A minimum of 60 credits beyond the bachelor’s degree are required for the Doctor of Philosophy of which a maximum of 30 can be transferred from another institution. For the courses and seminars to count towards the Ph.D. students must obtain a grade of B or higher. All students must take the following courses:
Hispanic Critical and Cultural Theory
Spanish as an Object of Historical Inquiry.
Students enrolled in the cultural and literary studies track must take
one course or seminar in each of the following areas:
Colonial Latin American literature
Contemporary Latin American literature
Early Modern Spanish or Portuguese Literature
Contemporary Iberian literature.
All students must follow a course of study approved by the Executive Officer.
One out of the four sections of the First Examination must be written in English.

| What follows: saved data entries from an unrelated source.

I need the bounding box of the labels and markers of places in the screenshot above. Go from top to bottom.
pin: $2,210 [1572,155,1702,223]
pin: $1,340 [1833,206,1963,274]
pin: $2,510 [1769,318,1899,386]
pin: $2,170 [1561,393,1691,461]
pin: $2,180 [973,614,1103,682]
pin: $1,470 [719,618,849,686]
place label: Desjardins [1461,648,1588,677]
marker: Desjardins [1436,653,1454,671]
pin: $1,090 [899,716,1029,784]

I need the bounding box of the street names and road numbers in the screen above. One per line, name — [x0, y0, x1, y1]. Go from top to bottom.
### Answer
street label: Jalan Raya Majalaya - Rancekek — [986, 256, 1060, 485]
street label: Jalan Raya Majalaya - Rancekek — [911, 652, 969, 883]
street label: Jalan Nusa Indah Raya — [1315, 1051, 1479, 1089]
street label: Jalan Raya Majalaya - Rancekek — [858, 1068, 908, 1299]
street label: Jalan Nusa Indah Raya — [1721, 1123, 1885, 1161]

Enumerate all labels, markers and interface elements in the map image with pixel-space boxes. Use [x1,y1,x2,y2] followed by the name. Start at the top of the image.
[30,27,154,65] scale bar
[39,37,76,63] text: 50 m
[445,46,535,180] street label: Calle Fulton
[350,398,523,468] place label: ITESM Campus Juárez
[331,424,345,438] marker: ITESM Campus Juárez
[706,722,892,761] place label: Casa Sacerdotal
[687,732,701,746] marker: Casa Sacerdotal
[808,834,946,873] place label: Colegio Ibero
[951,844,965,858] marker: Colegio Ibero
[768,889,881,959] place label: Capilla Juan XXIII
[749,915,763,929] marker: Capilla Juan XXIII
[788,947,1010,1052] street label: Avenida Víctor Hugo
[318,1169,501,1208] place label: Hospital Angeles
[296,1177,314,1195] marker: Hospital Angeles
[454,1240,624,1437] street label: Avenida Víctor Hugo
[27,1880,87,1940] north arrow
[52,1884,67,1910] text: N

Before completing more than 45 credits, students will be required to pass a written examination. The First Examination is given in Spanish and tests students’ ability to produce analyses of selected major works from different periods in the fields of Iberian and Latin American Literatures. Students must also show that they are capable of engaging in a critical dialogue with existing criticism on those same texts.
A list of 16 works selected by the Annual Examination Committee (8 in Peninsular and 8 in Latin American Literature, each accompanied by a list of secondary sources) will be made available no later than six months before the date set for the examination. The examination will consist of two parts: 1) Peninsular Literature and 2) Latin American. The examination in Peninsular Literature will be divided into four sections: 1. Medieval, 2. Renaissance and Baroque, 3. Eighteenth and Nineteenth Century, 4. Twentieth and Twenty First Century. Latin American Literature will be divided into four sections: 1. Colonial, 2. Nineteenth Century, 3. From Modernismo to Avant-garde, 4. Twenty and Twenty First centuries
After completing a minimum of 60 credits and fulfilling all other requirements, students must pass a second written examination. The examination will revolve around four areas:
Primary Area: it will be selected from one of the eight major areas listed below. This area will include all genres. The reading lists are available in LAILAC’s web page.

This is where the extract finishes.